┌─ RECORDS PROVIDED
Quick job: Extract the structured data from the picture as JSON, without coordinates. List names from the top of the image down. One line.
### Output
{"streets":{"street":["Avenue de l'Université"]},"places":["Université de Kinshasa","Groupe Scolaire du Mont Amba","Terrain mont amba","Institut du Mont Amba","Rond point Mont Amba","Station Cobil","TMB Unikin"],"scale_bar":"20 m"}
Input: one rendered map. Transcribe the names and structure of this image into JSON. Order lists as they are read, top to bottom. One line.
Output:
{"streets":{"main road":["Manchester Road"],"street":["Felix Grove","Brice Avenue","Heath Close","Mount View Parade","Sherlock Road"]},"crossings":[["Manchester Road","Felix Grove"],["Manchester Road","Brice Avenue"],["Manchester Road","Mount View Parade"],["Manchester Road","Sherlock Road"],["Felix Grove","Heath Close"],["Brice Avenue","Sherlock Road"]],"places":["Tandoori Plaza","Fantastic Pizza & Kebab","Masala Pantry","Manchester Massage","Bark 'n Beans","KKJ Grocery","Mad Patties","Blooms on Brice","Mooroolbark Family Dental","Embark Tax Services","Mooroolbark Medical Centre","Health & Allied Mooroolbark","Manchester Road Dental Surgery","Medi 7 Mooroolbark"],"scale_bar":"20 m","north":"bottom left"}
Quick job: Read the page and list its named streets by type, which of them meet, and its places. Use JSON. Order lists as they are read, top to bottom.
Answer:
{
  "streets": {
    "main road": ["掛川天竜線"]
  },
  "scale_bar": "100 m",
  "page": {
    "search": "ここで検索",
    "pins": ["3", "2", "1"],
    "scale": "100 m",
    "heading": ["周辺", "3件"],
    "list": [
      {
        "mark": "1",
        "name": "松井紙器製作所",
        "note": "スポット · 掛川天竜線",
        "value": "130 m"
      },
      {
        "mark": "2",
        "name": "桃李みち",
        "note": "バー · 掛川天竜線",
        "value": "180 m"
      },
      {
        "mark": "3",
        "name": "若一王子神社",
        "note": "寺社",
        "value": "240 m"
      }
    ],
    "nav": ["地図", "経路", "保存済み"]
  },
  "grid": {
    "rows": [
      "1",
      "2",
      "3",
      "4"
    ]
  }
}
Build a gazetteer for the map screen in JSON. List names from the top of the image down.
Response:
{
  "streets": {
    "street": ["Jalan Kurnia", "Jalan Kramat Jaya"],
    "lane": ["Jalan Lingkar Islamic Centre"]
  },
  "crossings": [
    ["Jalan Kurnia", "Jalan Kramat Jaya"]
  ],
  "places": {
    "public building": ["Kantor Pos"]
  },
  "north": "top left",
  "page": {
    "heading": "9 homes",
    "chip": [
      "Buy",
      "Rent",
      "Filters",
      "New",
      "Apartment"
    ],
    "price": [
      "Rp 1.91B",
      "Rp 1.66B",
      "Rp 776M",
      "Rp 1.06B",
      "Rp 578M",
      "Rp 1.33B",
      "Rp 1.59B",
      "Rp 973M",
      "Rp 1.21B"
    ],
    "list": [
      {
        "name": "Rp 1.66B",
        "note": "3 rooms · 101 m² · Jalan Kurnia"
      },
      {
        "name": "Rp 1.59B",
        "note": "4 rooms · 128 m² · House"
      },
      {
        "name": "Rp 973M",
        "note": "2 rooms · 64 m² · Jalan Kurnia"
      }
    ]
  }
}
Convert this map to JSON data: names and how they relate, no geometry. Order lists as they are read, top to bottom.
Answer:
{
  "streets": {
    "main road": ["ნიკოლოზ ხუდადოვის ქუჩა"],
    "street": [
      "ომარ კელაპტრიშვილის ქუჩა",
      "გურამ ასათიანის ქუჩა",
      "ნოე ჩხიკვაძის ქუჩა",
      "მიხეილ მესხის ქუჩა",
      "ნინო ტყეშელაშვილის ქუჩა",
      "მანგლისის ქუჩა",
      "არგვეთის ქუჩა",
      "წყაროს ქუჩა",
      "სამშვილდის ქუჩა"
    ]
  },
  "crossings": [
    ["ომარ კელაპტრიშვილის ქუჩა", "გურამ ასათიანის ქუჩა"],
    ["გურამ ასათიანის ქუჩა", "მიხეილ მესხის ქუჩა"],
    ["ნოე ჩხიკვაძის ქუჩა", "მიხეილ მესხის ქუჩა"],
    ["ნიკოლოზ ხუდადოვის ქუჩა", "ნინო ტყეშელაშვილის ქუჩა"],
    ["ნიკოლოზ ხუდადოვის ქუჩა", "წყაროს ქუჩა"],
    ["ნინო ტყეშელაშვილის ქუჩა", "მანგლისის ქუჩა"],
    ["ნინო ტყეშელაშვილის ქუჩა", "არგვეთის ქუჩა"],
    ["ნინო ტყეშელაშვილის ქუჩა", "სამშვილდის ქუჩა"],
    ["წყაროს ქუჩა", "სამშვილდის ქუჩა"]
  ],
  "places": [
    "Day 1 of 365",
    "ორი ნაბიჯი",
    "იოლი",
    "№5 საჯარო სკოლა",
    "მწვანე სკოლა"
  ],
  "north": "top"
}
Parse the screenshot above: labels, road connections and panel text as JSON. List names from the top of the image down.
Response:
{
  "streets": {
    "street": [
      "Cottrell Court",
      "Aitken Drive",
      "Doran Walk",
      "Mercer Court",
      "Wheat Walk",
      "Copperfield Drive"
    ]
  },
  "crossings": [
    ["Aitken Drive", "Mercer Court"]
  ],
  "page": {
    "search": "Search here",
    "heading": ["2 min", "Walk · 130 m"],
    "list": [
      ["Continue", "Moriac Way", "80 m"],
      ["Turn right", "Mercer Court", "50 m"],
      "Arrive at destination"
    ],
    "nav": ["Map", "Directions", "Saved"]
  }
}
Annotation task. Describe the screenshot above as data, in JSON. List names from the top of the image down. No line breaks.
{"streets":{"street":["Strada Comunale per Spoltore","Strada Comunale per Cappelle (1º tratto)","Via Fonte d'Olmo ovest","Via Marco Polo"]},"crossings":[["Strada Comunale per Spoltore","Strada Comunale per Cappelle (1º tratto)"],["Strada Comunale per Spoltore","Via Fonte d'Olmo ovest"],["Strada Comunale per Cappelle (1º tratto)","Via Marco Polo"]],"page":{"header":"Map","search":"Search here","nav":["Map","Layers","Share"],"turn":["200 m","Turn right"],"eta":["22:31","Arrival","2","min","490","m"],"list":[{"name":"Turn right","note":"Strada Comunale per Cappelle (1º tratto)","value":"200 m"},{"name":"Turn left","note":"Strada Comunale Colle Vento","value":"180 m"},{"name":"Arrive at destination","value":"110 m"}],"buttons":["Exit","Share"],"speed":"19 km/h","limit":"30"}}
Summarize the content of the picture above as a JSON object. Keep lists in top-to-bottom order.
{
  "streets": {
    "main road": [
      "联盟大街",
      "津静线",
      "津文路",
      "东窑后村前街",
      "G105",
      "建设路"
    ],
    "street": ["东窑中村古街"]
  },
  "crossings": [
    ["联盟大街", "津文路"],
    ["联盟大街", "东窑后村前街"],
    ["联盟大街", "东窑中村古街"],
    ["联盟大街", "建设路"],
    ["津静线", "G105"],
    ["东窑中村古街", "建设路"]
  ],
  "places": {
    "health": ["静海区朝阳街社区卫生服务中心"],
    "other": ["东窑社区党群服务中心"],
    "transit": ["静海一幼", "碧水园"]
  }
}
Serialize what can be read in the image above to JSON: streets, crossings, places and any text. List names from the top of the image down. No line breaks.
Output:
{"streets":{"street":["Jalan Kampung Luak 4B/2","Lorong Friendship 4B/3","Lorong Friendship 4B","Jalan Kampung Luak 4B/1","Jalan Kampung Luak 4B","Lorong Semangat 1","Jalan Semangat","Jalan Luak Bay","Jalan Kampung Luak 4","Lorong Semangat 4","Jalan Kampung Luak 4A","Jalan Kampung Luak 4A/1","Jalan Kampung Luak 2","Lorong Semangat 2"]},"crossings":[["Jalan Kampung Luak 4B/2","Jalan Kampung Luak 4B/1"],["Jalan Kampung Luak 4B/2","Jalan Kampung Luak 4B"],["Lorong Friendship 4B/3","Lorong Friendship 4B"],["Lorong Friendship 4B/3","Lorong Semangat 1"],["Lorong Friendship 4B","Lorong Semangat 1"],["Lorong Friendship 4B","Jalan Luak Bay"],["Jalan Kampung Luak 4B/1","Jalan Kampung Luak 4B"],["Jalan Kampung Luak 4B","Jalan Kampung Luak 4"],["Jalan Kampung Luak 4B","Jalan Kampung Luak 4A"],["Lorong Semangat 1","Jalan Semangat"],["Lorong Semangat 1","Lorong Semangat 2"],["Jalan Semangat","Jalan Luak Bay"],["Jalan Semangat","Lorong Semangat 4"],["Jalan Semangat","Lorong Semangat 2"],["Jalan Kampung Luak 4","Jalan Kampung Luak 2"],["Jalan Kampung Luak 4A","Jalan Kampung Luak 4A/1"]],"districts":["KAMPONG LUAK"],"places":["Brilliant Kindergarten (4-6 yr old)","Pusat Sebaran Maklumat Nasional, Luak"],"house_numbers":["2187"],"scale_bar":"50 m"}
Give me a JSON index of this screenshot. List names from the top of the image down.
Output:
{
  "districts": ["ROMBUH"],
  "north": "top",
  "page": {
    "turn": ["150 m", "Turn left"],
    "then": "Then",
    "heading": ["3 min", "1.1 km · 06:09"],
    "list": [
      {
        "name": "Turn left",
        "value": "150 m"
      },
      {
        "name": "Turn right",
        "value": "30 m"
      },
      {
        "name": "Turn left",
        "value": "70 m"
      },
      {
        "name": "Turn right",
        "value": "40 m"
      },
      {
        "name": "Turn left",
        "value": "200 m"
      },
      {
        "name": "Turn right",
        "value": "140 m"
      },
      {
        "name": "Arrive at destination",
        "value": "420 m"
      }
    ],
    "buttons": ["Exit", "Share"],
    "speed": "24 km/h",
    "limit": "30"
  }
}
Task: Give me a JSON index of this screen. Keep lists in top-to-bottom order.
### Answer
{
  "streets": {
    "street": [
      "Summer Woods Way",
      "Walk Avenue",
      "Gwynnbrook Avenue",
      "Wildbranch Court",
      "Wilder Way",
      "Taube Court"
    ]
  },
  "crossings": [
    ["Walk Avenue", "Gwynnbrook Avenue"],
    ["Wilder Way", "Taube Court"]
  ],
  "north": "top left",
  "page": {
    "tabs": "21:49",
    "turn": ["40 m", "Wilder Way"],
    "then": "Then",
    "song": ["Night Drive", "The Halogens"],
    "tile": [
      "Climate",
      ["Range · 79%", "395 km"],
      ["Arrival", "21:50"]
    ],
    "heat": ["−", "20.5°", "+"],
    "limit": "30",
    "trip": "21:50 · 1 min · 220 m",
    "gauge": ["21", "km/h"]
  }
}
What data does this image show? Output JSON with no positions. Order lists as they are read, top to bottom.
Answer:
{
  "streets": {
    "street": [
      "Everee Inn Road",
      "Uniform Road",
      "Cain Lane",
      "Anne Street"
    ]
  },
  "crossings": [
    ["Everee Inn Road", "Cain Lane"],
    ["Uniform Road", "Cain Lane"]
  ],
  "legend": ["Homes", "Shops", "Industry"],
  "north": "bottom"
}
└─
◆ **WORK TO COMPLETE**
Collect every line above that contains the word "Wilder".

◆ **RESPONSE**
      "Wilder Way",
    ["Wilder Way", "Taube Court"]
    "turn": ["40 m", "Wilder Way"],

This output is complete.